As previously stated, it isn’t particularly well paced. It recycles its main plot three times over the course of three hours and fifty-eight minutes, which should be enough to make it unwatchable, it trivialises and romanticizes the evils of slavery explicitly (Scarlett attempts to free them after the civil war and they insist that they love living there and don’t want to leave her? What?). It paints the sufferers of the antebellum south as the lauded elites for losing their privileges after the war, and O’Hara’s exclusive method for dealing with her problems is marrying rich guys, which she does Four Times over the course of the film, one of whom is her aforementioned sister’s fiance, who she steals and marries to save the family farm. (Would they still have been able to save the family farm if he’d married the sister? Yes. Is this addressed? No.) Finally, the central romantic plotline is abusive from start to finish. Butler’s whole appeal (Other than being Clark Gable.) is that he’s callous and cruel to Scarlet. This is enticing enough to keep her entertained across three other husbands. Finally, they get married, but he remains curel. The first time they hook up, he hits her, forces her to kiss him, and carries her up a grandiose marble staircase, all the while she struggles against him. This is the romantic climax of the film.

She wakes up the next morning, grinning and stretching in satisfaction in an almost comical manner. The fact that he totally raped her is not commented on.
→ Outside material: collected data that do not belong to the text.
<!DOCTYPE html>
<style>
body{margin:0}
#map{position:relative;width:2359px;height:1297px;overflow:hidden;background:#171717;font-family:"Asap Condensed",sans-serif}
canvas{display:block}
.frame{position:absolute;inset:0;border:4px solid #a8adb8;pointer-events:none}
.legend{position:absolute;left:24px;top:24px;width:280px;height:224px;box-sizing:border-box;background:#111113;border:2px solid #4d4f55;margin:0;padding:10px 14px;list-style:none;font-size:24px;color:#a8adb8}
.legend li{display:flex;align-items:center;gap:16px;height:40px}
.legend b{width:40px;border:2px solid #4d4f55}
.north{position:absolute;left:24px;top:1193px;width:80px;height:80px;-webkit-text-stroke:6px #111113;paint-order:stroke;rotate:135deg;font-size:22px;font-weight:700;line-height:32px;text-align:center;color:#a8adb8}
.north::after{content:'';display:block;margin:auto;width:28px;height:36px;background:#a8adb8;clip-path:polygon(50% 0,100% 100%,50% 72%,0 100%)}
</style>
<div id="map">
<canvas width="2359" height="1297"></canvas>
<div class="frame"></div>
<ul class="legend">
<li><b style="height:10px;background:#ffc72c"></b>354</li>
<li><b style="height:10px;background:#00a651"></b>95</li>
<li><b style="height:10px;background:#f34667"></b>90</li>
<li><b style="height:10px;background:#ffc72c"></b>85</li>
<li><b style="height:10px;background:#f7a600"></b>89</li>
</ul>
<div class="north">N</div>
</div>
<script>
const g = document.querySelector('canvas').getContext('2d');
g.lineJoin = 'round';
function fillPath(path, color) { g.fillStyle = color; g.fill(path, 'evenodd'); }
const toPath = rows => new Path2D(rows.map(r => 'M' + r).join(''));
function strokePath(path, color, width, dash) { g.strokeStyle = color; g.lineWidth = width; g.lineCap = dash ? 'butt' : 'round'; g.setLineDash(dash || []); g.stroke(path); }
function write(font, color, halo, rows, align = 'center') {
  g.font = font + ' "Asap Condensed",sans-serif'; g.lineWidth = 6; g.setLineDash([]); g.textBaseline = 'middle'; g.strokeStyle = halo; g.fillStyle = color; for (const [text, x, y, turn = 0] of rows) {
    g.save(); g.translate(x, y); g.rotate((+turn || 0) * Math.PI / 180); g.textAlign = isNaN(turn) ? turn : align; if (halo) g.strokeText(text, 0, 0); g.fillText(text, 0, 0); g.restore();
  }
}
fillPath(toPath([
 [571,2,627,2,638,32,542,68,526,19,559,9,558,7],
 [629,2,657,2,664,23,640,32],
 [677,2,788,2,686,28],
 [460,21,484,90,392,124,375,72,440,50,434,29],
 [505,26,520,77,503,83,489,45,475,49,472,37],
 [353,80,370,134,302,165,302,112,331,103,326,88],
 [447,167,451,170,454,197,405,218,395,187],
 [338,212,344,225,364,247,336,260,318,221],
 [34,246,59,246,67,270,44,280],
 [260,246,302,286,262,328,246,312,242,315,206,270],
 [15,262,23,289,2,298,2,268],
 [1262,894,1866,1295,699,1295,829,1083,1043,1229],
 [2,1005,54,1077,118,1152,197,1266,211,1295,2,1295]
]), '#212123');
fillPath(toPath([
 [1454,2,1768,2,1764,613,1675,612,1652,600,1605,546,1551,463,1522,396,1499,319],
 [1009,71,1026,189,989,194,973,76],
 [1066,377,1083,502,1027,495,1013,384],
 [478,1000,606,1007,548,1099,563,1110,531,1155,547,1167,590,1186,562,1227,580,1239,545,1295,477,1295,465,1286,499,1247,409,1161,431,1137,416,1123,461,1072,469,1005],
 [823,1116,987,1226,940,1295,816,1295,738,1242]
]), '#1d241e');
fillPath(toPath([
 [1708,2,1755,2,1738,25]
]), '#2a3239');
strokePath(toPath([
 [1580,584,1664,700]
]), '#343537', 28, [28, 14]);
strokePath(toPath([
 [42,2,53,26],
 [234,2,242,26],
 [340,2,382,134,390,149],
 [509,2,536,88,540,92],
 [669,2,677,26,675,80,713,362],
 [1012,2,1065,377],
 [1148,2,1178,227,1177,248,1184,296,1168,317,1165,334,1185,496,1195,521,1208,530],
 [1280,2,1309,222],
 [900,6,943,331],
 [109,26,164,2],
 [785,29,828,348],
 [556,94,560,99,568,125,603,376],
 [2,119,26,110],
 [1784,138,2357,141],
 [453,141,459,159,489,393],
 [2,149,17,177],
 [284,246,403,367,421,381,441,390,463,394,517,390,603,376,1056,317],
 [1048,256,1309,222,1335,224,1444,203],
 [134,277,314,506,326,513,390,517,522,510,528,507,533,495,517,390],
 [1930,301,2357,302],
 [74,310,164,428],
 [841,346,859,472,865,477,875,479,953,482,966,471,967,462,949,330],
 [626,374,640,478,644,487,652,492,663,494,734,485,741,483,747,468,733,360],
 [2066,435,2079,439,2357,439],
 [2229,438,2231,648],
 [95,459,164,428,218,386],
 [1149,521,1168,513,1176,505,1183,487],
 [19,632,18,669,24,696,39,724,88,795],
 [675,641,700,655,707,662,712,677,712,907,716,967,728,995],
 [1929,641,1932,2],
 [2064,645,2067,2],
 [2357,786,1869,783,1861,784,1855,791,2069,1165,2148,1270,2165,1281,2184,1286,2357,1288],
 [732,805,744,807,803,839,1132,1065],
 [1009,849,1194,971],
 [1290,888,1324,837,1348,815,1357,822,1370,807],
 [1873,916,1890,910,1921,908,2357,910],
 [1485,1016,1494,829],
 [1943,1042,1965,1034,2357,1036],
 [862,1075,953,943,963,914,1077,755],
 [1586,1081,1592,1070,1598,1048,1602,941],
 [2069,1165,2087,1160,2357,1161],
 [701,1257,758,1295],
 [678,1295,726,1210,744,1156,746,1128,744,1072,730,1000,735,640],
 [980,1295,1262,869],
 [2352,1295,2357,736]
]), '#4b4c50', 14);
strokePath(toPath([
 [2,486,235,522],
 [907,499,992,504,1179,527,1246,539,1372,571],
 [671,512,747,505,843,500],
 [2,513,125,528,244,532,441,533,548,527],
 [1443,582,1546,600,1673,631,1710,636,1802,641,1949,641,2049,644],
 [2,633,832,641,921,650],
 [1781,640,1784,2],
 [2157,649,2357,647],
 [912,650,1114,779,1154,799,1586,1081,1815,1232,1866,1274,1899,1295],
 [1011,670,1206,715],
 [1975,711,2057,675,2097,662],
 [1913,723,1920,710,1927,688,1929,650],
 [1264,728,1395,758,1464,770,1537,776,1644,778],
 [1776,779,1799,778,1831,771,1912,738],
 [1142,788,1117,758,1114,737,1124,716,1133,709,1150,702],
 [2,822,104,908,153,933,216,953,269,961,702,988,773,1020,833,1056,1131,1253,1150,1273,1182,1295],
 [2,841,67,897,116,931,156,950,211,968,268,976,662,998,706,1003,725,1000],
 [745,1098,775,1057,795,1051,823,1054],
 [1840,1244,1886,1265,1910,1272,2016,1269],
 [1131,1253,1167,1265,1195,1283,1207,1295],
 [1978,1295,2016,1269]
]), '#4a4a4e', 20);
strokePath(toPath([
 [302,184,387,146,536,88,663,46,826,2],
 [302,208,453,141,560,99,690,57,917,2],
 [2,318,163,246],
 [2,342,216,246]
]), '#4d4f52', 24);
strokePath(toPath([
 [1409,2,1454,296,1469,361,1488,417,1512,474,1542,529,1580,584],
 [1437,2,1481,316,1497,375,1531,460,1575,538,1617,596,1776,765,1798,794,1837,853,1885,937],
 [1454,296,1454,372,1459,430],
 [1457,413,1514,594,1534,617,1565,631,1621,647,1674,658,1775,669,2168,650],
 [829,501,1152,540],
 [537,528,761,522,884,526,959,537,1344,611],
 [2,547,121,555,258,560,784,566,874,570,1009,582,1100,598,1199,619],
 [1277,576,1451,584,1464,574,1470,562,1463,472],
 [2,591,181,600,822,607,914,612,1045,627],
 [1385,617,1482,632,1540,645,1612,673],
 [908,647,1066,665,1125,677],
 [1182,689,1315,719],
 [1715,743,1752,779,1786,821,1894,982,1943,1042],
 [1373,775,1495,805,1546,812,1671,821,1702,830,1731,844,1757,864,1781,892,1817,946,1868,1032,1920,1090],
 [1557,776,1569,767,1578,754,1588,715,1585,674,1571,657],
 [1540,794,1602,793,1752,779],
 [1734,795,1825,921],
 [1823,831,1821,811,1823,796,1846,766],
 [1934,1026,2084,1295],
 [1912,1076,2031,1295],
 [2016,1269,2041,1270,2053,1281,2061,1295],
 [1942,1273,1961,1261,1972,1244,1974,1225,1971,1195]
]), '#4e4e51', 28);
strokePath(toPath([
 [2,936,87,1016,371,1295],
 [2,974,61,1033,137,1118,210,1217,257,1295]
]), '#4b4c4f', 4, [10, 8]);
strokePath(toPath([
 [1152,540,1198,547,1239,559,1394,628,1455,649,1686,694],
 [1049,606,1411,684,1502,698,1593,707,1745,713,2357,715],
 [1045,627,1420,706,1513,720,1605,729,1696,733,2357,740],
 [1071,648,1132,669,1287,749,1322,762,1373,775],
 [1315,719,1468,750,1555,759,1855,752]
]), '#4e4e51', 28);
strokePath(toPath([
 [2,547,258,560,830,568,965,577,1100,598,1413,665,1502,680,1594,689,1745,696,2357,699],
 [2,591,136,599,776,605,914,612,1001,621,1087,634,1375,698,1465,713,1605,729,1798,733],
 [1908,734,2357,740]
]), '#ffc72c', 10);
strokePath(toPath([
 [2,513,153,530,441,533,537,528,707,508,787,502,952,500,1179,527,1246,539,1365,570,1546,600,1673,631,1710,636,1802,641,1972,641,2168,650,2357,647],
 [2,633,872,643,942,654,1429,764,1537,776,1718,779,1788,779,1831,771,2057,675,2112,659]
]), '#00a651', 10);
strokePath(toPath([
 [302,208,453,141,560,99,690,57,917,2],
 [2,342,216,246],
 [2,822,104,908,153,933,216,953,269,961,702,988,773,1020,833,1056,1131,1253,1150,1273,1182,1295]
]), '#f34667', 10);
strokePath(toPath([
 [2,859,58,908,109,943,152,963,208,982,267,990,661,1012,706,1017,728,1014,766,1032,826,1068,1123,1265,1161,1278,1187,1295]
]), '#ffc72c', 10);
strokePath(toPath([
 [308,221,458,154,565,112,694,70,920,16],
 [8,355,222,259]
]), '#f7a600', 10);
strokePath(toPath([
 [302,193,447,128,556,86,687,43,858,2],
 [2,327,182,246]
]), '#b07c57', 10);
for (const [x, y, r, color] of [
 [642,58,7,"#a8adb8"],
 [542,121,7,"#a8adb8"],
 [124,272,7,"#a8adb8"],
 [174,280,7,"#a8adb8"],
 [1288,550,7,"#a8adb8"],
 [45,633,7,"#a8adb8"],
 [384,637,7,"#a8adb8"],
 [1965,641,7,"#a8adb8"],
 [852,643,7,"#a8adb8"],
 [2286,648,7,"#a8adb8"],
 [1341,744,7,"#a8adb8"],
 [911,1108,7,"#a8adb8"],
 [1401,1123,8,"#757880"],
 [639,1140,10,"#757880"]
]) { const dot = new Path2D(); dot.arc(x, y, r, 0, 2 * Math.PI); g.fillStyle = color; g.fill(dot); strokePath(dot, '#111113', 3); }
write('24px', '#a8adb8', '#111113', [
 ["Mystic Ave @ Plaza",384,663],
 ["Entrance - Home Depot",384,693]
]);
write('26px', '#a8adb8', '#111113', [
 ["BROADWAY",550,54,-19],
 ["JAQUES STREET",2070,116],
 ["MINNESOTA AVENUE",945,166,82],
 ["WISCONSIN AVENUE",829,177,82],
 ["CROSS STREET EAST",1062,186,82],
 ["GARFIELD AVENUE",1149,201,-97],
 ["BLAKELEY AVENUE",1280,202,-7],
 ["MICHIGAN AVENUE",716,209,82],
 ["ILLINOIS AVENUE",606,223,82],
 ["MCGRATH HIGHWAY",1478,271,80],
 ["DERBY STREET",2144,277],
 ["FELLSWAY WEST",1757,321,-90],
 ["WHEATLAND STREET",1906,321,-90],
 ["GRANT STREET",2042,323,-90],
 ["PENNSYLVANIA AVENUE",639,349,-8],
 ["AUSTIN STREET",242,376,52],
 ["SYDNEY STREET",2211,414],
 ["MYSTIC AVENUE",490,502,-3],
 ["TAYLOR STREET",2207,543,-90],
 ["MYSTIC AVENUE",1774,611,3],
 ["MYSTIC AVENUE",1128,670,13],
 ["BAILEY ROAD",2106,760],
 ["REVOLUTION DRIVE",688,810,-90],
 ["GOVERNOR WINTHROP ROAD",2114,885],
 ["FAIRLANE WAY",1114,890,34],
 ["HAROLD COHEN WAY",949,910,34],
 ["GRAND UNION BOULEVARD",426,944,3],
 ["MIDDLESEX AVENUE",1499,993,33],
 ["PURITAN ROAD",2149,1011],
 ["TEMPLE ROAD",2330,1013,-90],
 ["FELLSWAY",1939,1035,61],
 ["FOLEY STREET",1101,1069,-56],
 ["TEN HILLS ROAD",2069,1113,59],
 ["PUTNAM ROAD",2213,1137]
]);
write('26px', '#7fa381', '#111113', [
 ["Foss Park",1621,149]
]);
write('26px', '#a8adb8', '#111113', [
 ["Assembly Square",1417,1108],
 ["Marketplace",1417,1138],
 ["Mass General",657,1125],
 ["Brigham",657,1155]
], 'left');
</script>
They end up having a kid, and Butler is nice to the kid, sure, until the kid dies. Then he’s back on his damage, and he leaves her in her sorrow. He explicitly tells her he doesn’t care about her in the most iconic line in the film, arguably one of the most iconic lines in film history, and he leaves. The female lead is now appropriately beaten and put in her place. And the audience laps it up, they have every generation that watches it.

That’s it. That’s the movie. Three hours. And Fifty Eight Minutes.

People say the slavery was just ‘a product of the times’ but it came out in 1940! That’s nowhere near an acceptable amount of time to be still considered ‘the times’ of slavery. Marrying a bunch of dudes doesn’t make you resourceful or strong, it gives you the easy way, even considering the period, especially considering the period. 

I honestly don’t know why we study this movie, in film and history classes alike. It holds little to no relevance to the modern filmmaking scene, even if the special effects were seminal for the time, they haven’t aged overly well. It’s not particularly accurate to the times, save for a handful of fun facts here and there, and it’s not as creatively shot even as Citizen Kane, which won’t come out for another year but… still. It’s four hours long and almost nothing interesting happens, it misrepresents the south, and is horribly racist while also making Scarlett O’Hara the white knight in the situation, a theme in White Feminism that’s still prevalent today! Scarlett is irredeemable, it’s no wonder she falls for Butler, but the biggest tragedy of this film is that I had to rewind two separate VHS tapes after I finished, second only to the tragedy that the guy who plays Ashley’s name in real life is Leslie. Man, that guy cannot catch a break.